AC 424 part 2: 9 min.
Biography
Lorraine “Laurie” Manoim (née Stern) was born on 21 June 1945 in Johannesburg, South Africa. She spent a happy childhood growing up with her two brothers and many cousins. Her parents were founding members of Temple Emanuel, a Reform synagogue.
Laurie’s family is a rich tapestry of nationalities. Her paternal grandparents were from Austria and Germany; her maternal grandfather was from Morocco; her maternal grandmother was from Poland; and her mother was born in Zimbabwe (then Rhodesia). In addition, Laurie is a descendant of Solica Hachuel, a Moroccan-Jewish martyr who was killed in the early nineteenth century. This background made Laurie’s family stand out from other Jewish families in South Africa, many of whom originally emigrated from Lithuania.

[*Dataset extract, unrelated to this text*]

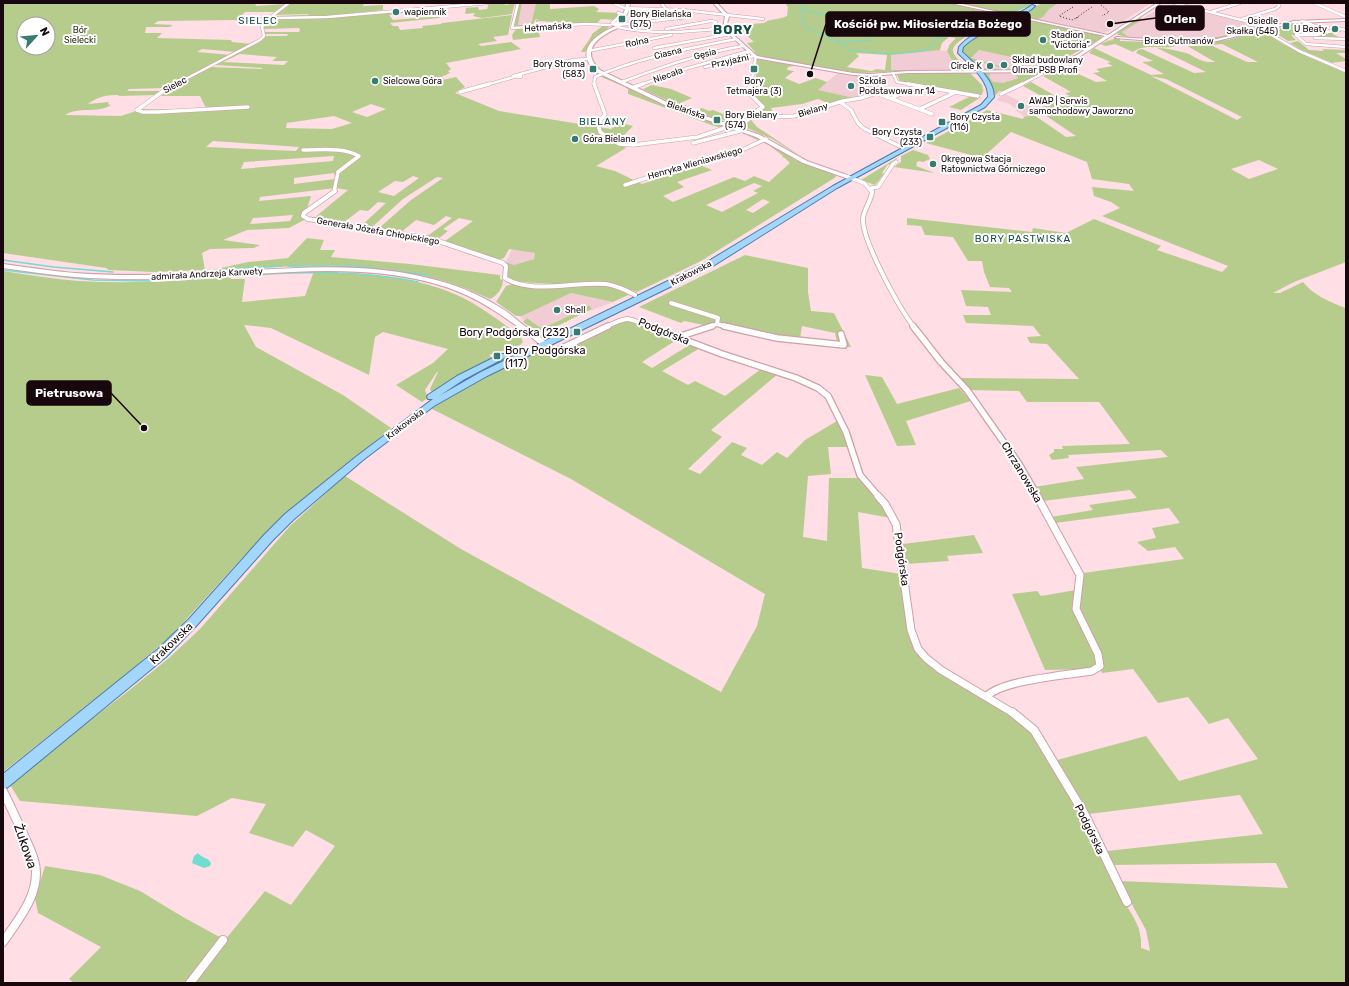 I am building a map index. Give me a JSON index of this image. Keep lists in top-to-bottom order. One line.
{"streets":{"main road":["Krakowska"],"street":["Hetmańska","Braci Gutmanów","Rolna","Ciasna","Gęsia","Przyjaźni","Niecała","Sielec","Bielańska","Bielany","Henryka Wieniawskiego","Generała Józefa Chłopickiego","admirała Andrzeja Karwety","Podgórska","Chrzanowska","Żukowa"]},"crossings":[["Ciasna","Bielańska"],["Gęsia","Bielańska"],["Niecała","Bielańska"],["Bielańska","Henryka Wieniawskiego"],["Bielańska","Krakowska"],["Generała Józefa Chłopickiego","Krakowska"],["Krakowska","admirała Andrzeja Karwety"],["Krakowska","Podgórska"],["admirała Andrzeja Karwety","Podgórska"],["Podgórska","Chrzanowska"]],"districts":["SIELEC","BORY","BIELANY","BORY PASTWISKA"],"parks":["Bór Sielecki"],"places":{"other":["wapiennik","Orlen","U Beaty","Stadion \"Victoria\"","Skład budowlany Olmar PSB Profi","Circle K","Kościół pw. Miłosierdzia Bożego","Sielcowa Góra","Szkoła Podstawowa nr 14","AWAP | Serwis samochodowy Jaworzno","Góra Bielana","Okręgowa Stacja Ratownictwa Górniczego","Shell","Pietrusowa"],"transit":["Bory Bielańska (575)","Osiedle Skałka (545)","Bory Stroma (583)","Bory Tetmajera (3)","Bory Bielany (574)","Bory Czysta (116)","Bory Czysta (233)","Bory Podgórska (232)","Bory Podgórska (117)"]},"north":"top right"}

After earning her bachelor of arts, Laurie married and had a son, Gary. She and her husband opened a restaurant, which Laurie ran by herself for the first two years, but ended up divorcing. Not wanting her son to internalize the values of apartheid South Africa, Laurie made the decision to immigrate to Canada with her son.
Laurie and Gary arrived in Canada in 1978. Laurie managed to raise Gary without family support and while holding down multiple jobs. She worked in the restaurant industry for a number of years, even owning a deli at one point, but ultimately decided to go back to school, earning a master’s degree in industrial relations (MIR). After graduating, she worked at the Government of Canada for twenty-eight years. During this time her parents immigrated to Canada and she supported them by having the additional income from students residing in her home for fifteen years. Laurie graduated from Guelph as a master gardener. (Gardening is her major hobby.)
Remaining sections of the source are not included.